> Task objective
For the entries below, state how many lines contain the string "serif". Add nothing else.

☆ ☆ ☆ ☆ ☆

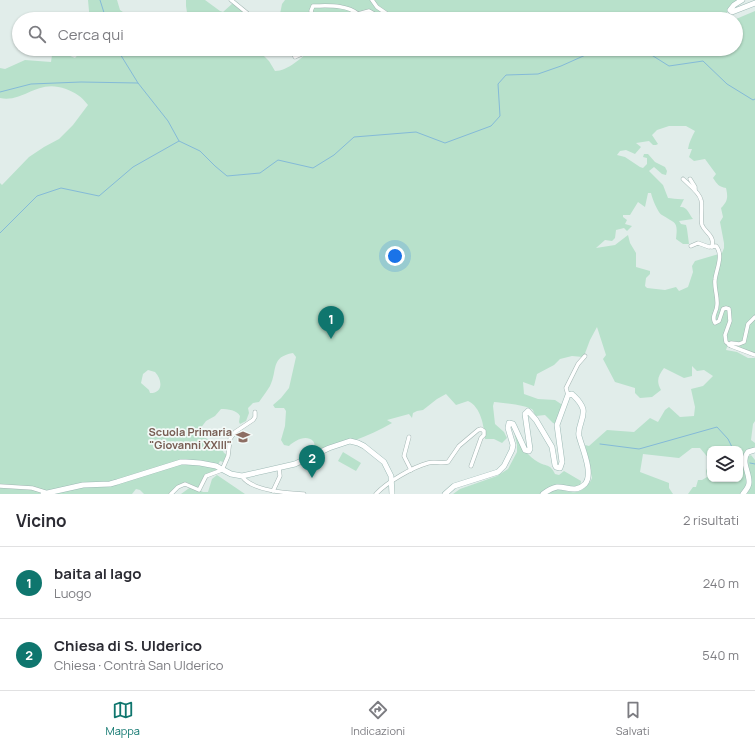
<!DOCTYPE html>
<html lang="it">
<meta charset="utf-8">
<style>
body{margin:0;font-family:Manrope,sans-serif;background:#f7f7f7;color:#2b2b33}
.controls{position:absolute;right:12px;bottom:12px;display:grid;overflow:hidden;border-radius:8px;box-shadow:0 1px 3px #0004}
.controls button{width:36px;height:36px;display:grid;place-items:center;padding:0;border:0;border-bottom:1px solid #e1e1e2;background:#fff;color:#2b2b33;font:20px sans-serif}
.you{position:absolute;left:395px;top:256px;width:14px;height:14px;margin:-10px;border:3px solid #fff;border-radius:50%;background:#1a73e8;box-shadow:0 0 0 6px #1a73e833}
.badge{display:grid;place-items:center;width:26px;height:26px;border-radius:50%;background:#0f766e;color:#fff;font-size:13px;font-weight:700}
.pin{position:absolute;translate:-50% -33px;filter:drop-shadow(0 1px 2px #0008)}
.pin::after{content:'';position:absolute;top:21px;width:14px;height:12px;background:inherit;clip-path:polygon(0 0,100% 0,50% 100%)}
.list{margin:0;padding:0;list-style:none}
h2{display:flex;justify-content:space-between;align-items:center;height:52px;margin:0;padding:0 16px;font-size:17px}
h2 small{font-size:13px;font-weight:400;color:#7c7c81}
.list li{display:grid;grid-template-columns:26px 1fr auto;gap:12px;align-items:center;box-sizing:border-box;height:72px;padding:0 16px;border-top:1px solid #e1e1e2}
.list b{display:block;font-size:15px;white-space:nowrap}
.list p{margin:0;font-size:13px;white-space:nowrap;color:#7c7c81}
.list em{font-size:13px;font-style:normal;color:#7c7c81}
.icon{flex:none;width:22px;height:22px;fill:none;stroke:currentColor;stroke-width:2;stroke-linecap:round;stroke-linejoin:round}
.map{position:relative;flex:none;width:755px;height:494px;overflow:hidden}
.search{position:absolute;background:#fff;box-shadow:0 1px 3px #0004;left:12px;right:12px;top:12px;height:44px;display:flex;align-items:center;gap:10px;box-sizing:border-box;padding:0 14px;border-radius:22px;color:#7c7c81;font-size:15px}
.sheet{height:196px;background:#fff}
nav{display:flex;justify-content:space-around;align-items:center;box-sizing:border-box;height:56px;border-top:1px solid #e1e1e2;background:#fff;font-size:11px;color:#7c7c81}
nav a{display:grid;justify-items:center;gap:2px}
nav .on{color:#0f766e}
.map>svg:first-child{display:block}
.green{fill:#b8e1cb;fill-rule:evenodd}
.lines{fill:none;stroke-linecap:round;stroke-linejoin:round}
.stream{stroke:#84bad8;stroke-width:1}
.street-casing{stroke:#a3b6b3;stroke-width:4.5}
.secondary-casing{stroke:#9ebab6;stroke-width:6}
.street{stroke:#fff;stroke-width:3.5}
.secondary{stroke:#fff;stroke-width:5}
.labels{text-anchor:middle;dominant-baseline:central;stroke-width:3.5;stroke-linejoin:round;paint-order:stroke}
.education-label{font-size:11px;font-weight:bold;fill:#785e54;stroke:#f2f9f7;text-anchor:end}
</style>
<div class="map">
<svg width="755" height="494" viewBox="0 0 755 494">
<rect width="100%" height="100%" fill="#e1edea"/>
<g class="green">
<polygon points="88,0 117,0 120,10 133,19 89,19 89,11"/>
<polygon points="186,0 205,0 220,11 223,12 233,3 248,14 242,19 188,19 186,6"/>
<polygon points="285,0 740,0 730,7 723,19 279,19 282,4"/>
<path d="M755,11V316L747,324L743,342L728,344L726,350L737,352L748,358H755V421L753,424L751,440L755,443V449L746,453L748,483L742,494H688L693,487H696L698,480H702L707,477L706,471L710,460L700,448H692L679,458L643,454L640,472L669,483V488L673,494H547L557,489C562,489 566,492 571,492C580,494 589,486 592,478L585,445L589,446L607,430L634,432L650,418L658,422L665,410L669,407L680,417L694,416L695,407L691,389L703,386L713,376L704,370L697,371L692,366V376L684,378L664,368C658,376 656,381 661,390L652,397L640,398L635,393V388L615,382L603,359L606,355L597,327L590,340L584,356L583,357L572,356L560,359L554,365L537,374L534,386L523,382L524,394L538,399L555,400L564,406L558,424L553,423L545,415L536,416C535,415 533,411 533,410C526,405 503,403 494,402L493,406L495,424L504,432L507,438L502,443L494,439H485C484,426 481,407 468,401L456,405L446,394L437,399L423,410L417,411L413,413L412,418L409,414L387,420L392,423C368,437 343,445 316,453C315,450 315,443 313,441C306,434 294,441 289,446L284,445L281,440L285,426L286,411L284,408H275L273,405L281,398L289,388L296,357L293,353C270,357 278,370 270,386C267,391 263,396 259,402L253,403L248,408L249,413L246,421L240,424L239,422L240,416C237,410 228,409 221,409L215,416L206,421L200,429L204,437L221,447L224,453L230,456L225,458L223,462L220,461L218,465L219,470C205,474 205,477 199,490L203,492H208L212,479L217,475L245,494H181L192,486H194L186,482L182,484L171,494H144L140,490L136,489L132,494H0V183L2,185L29,157L44,147L59,139L73,125L88,105C81,96 76,93 66,89C37,78 24,103 0,98V68L5,69L25,60L51,62L52,55L48,49H58L63,53L75,58L83,49H229C237,57 252,54 262,54L269,61L275,71C288,71 302,57 312,49H736V19ZM669,126H686L695,131C692,137 689,142 688,149H692L689,157L694,161L705,159L716,174L713,178C717,184 719,187 726,188C728,197 728,201 721,208L723,217L720,222L724,243V248L722,253L695,261L692,266L693,272L688,287L679,291L676,287L665,290L647,288L645,286L646,278L650,274V271L636,267V253L630,243L628,235L615,245L596,248L605,240L612,241L615,238L616,230L624,228L627,231L632,226L625,224L627,220L623,217V215H630L638,202L645,207L648,193H651C652,198 658,213 662,215C676,224 678,221 676,239L683,244H689L687,229L686,225L681,224L679,221L693,219C689,214 687,206 680,207L684,199C680,200 672,198 668,198L663,185L649,171L654,167L662,174L666,175L667,171L665,167L655,162L648,154H644L643,157L647,158V164L643,168L640,167L625,157L617,155L620,151L626,150L635,154L641,147L636,143L649,141L653,145H656L658,144L652,135L657,130ZM148,370L155,372C162,379 164,393 150,393L149,390L141,383L143,374ZM710,449H740V479H710Z"/>
<polygon points="755,318 755,355 730,345 742,344 747,328"/>
<path d="M513,427C517,435 521,445 526,452C529,455 534,460 538,462C546,467 550,463 555,474L559,475L564,471L581,481L580,487L563,486L545,494H453L460,489L497,476L508,469L517,452V445Z"/>
<polygon points="343,452 361,463 356,471 338,461"/>
<path d="M751,455L755,460V494H747C755,482 746,470 748,457Z"/>
</g>
<g class="lines">
<g class="stream">
<polyline points="100,0 106,19"/>
<polyline points="117,49 138,83"/>
<polyline points="642,49 669,66 703,61 727,84 753,100 755,99"/>
<polyline points="0,92 31,84 81,82 138,83 168,121 179,141"/>
<polyline points="0,233 37,196 61,188 99,196 133,167 179,141 200,151 215,166 227,176 260,173 278,160 313,168 334,155 354,137 416,132 445,143 491,126 500,116 498,84 506,75 538,74 561,66 599,49"/>
<polyline points="600,444 639,449 717,427 728,439 733,449"/>
<polyline points="750,463 755,464"/>
</g>
<defs>
<g id="street">
<polyline points="231,0 247,13 240,19"/>
<polyline points="372,0 377,7 390,16 390,19"/>
<path d="M315,19L311,11L313,6C328,6 346,4 358,14L369,11L383,19"/>
<polyline points="292,49 295,57 313,49"/>
<path d="M683,179C688,184 700,193 701,200C703,206 700,218 702,225C705,233 715,235 712,247"/>
<polyline points="690,179 695,187 695,190"/>
<path d="M691,246L698,243L709,247L716,246C724,255 716,270 715,280C714,288 718,297 717,305C717,312 711,316 715,323L719,321L723,309L726,308L729,309L730,321L725,335L726,342L731,346L755,355"/>
<polyline points="729,345 731,343 739,344 744,342 748,324 755,317"/>
<polyline points="568,395 566,388 578,364 585,356"/>
<polyline points="409,437 404,456 411,470"/>
<path d="M242,476C251,491 288,493 304,494"/>
<polyline points="0,486 32,488 45,492"/>
<polyline points="273,491 280,476 279,468"/>
<polyline points="171,494 178,487 185,484 199,490 206,476 222,470 228,456 230,439 235,432 253,420 255,417 255,412"/>
<path d="M376,494C387,482 413,467 428,463C435,461 441,464 448,462L459,446L478,430L481,429L484,431V435L481,438L471,466"/>
</g>
<g id="secondary">
<polyline points="742,0 734,5 730,10 732,12 755,3"/>
<polyline points="43,494 83,485 110,484 117,482 181,462 186,462 200,463 216,466 231,474 242,476 295,464 329,448 350,441 358,443 364,446 384,462 391,476 392,494"/>
<path d="M445,494L454,486L498,472L504,466L512,450L513,445L508,428L509,423L513,424L514,426L525,450L529,451L530,449L525,414L528,411L536,420L552,447L555,465L556,467L560,468L562,462L557,425L568,395L572,394C577,399 581,402 583,409C585,418 577,427 579,436C582,448 594,474 585,484C575,494 566,486 557,487C552,488 547,491 543,494"/>
<path d="M743,494C745,491 749,487 749,483C750,472 740,462 748,452L755,450"/>
</g>
</defs>
<use href="#street" class="street-casing"/>
<use href="#secondary" class="secondary-casing"/>
<use href="#street" class="street"/>
<use href="#secondary" class="secondary"/>
</g>
<defs>
<symbol id="school-bare" viewBox="-9 -9 18 18"><path d="M0-5L7-2L0 1L-7-2ZM-4 1L0 2.5L4 1V4Q0 6-4 4Z" fill="#8d6e63" stroke="#f2f9f7" stroke-width="2.5" paint-order="stroke"/></symbol>
</defs>
<g fill-rule="evenodd">
<use href="#school-bare" x="233" y="427" width="20" height="20"/>
</g>
<g class="labels">
<g class="education-label">
<text x="232" y="431">Scuola Primaria<tspan x="232" dy="13">"Giovanni XXIII"</tspan></text>
</g>
</g>
</svg>
<div class="controls">
<button><svg class="icon" aria-label="layers" viewBox="0 0 24 24"><path d="M12 4l9 5-9 5-9-5zM3 14l9 5 9-5"/></svg></button>
</div>
<div class="you"></div>
<div class="pin badge" style="left:331px;top:339px">1</div>
<div class="pin badge" style="left:312px;top:478px">2</div>
<div class="search"><svg class="icon" aria-label="search" viewBox="0 0 24 24"><circle cx="10" cy="10" r="6"/><path d="M15 15l6 6"/></svg>Cerca qui</div>
</div>
<section class="sheet">
<h2>Vicino<small>2 risultati</small></h2>
<ul class="list">
<li><span class="badge">1</span><div><b>baita al lago</b><p>Luogo</p></div><em>240 m</em></li>
<li><span class="badge">2</span><div><b>Chiesa di S. Ulderico</b><p>Chiesa · Contrà San Ulderico</p></div><em>540 m</em></li>
</ul>
</section>
<nav>
<a class="on"><svg class="icon" aria-label="map" viewBox="0 0 24 24"><path d="M3 6l6-2 6 2 6-2v14l-6 2-6-2-6 2zM9 4v14M15 6v14"/></svg>Mappa</a>
<a><svg class="icon" aria-label="directions" viewBox="0 0 24 24"><path d="M12 3l9 9-9 9-9-9zM9 14v-3h6M13 9l2 2-2 2"/></svg>Indicazioni</a>
<a><svg class="icon" aria-label="saved" viewBox="0 0 24 24"><path d="M7 4h10v16l-5-4-5 4z"/></svg>Salvati</a>
</nav>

☆ ☆ ☆ ☆ ☆

> Answer to the exercise
2